• Task objective: For each line of the data that includes the word "lines", copy the line.

Working data section start

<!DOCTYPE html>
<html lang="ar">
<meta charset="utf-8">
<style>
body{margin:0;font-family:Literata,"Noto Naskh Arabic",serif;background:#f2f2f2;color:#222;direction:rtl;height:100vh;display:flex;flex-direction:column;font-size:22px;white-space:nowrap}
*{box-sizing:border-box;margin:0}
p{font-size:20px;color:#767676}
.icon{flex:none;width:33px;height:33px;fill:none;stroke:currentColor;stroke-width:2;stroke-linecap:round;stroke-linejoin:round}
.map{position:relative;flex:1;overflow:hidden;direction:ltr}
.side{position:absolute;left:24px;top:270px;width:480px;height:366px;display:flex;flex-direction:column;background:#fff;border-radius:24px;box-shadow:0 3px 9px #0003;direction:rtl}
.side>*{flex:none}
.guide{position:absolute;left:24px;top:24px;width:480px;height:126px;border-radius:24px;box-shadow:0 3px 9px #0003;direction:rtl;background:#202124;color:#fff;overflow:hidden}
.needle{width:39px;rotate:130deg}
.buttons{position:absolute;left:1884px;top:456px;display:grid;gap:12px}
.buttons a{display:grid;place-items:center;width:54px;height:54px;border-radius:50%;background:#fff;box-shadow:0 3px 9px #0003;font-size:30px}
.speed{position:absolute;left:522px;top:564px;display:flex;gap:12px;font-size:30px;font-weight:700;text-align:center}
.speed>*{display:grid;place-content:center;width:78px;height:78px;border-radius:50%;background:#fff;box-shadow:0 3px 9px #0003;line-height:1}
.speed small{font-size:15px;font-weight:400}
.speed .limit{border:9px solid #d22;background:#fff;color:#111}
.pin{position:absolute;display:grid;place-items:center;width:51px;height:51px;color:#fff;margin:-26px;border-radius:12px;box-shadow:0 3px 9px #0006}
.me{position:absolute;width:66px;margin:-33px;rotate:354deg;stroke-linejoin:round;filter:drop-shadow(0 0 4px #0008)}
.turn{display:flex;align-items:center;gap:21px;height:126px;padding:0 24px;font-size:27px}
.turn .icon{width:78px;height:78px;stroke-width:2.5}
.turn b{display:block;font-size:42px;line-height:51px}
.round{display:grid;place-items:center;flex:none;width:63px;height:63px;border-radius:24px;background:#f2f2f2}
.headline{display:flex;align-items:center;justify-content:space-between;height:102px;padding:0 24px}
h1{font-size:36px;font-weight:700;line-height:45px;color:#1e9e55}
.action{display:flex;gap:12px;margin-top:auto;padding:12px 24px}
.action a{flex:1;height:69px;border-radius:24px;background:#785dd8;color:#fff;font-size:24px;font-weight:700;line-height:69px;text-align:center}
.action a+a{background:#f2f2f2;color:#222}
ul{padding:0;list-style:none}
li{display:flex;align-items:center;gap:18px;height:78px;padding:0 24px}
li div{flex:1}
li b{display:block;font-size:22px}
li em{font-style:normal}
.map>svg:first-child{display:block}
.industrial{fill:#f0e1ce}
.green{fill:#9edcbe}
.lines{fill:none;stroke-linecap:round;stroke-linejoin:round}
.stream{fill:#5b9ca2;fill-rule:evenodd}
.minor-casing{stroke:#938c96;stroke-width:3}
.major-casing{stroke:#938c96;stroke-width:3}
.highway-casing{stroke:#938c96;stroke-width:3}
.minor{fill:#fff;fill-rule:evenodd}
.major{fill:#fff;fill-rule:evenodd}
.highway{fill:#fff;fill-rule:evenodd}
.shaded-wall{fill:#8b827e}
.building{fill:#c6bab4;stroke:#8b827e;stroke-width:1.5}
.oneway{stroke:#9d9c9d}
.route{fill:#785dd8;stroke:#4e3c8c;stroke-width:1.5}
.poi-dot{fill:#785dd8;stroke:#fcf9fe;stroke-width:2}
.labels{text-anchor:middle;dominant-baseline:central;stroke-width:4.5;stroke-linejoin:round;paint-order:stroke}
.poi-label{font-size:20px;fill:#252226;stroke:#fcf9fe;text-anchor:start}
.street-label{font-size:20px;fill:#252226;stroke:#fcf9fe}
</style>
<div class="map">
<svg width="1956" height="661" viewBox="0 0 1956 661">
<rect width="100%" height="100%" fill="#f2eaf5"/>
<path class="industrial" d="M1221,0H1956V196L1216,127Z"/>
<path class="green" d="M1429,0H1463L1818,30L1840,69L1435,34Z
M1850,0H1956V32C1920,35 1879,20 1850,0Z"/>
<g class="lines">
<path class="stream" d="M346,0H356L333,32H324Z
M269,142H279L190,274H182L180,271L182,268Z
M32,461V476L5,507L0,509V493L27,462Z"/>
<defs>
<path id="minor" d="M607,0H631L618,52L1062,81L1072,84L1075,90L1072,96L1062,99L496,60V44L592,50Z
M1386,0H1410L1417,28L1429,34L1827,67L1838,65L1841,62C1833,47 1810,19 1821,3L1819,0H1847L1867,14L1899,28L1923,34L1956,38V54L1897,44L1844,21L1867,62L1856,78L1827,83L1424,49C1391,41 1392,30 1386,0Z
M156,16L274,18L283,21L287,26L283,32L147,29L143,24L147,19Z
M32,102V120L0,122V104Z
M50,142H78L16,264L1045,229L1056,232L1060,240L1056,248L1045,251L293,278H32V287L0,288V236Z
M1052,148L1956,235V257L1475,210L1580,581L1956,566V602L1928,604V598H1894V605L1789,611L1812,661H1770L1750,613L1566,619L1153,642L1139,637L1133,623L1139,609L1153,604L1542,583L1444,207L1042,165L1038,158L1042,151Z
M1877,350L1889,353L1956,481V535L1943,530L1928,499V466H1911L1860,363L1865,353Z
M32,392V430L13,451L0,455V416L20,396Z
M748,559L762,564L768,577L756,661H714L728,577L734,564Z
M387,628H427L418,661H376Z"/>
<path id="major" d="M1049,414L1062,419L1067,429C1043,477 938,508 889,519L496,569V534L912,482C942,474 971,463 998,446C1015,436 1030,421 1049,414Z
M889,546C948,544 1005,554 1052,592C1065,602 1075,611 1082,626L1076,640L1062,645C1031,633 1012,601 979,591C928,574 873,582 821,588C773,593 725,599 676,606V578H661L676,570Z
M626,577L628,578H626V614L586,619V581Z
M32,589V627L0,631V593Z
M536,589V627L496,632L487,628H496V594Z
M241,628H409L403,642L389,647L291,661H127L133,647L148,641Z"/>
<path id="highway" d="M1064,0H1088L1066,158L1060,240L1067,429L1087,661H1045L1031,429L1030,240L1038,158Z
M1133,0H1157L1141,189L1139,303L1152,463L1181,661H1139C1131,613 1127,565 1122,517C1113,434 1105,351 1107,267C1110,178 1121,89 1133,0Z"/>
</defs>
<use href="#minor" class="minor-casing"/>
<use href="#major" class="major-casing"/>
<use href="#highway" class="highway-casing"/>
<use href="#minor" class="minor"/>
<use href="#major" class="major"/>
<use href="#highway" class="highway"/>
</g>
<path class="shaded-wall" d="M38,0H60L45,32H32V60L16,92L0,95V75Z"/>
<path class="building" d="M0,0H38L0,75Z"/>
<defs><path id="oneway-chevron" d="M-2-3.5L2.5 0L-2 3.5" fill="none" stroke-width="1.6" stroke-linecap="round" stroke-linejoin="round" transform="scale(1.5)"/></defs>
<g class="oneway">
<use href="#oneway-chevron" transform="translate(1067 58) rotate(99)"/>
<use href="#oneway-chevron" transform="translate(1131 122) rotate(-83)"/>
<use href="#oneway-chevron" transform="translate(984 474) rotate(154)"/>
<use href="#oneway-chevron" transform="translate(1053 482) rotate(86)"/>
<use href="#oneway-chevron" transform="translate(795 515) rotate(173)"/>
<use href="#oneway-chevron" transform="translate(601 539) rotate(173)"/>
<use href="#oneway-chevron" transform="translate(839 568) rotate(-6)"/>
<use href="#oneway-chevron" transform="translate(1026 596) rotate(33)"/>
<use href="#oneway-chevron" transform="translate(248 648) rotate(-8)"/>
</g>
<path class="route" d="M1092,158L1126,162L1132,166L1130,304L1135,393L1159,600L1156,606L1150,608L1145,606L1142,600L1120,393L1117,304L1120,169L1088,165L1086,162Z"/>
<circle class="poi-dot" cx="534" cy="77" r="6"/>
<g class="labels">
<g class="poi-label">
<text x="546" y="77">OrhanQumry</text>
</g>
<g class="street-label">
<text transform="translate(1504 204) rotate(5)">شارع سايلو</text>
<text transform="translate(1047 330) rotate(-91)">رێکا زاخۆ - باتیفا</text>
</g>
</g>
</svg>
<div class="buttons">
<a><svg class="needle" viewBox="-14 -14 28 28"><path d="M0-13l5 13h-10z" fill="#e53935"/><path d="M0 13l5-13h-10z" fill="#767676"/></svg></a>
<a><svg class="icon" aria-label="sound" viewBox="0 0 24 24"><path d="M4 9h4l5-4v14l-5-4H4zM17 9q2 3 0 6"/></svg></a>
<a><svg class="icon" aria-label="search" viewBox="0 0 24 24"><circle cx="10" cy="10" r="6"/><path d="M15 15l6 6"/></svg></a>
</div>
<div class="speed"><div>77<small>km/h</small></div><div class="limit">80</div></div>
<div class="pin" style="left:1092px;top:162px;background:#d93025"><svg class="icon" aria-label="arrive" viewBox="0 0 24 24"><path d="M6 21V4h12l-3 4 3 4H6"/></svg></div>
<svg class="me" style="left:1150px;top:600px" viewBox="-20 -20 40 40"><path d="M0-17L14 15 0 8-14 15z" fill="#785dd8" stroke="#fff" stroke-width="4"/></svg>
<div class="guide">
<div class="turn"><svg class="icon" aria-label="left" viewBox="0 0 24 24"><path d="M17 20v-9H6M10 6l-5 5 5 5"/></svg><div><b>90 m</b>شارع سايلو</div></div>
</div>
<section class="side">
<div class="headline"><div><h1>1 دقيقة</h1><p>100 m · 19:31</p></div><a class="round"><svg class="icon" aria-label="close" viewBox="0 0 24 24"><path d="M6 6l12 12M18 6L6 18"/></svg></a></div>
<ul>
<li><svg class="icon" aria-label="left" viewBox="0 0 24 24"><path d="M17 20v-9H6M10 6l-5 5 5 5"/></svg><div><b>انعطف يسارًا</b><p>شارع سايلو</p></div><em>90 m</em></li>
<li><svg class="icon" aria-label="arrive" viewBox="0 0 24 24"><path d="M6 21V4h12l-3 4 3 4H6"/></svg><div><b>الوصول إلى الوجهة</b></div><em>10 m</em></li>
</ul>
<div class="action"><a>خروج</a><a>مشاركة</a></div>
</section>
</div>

Working data section end

• Output for this task:
.lines{fill:none;stroke-linecap:round;stroke-linejoin:round}
<g class="lines">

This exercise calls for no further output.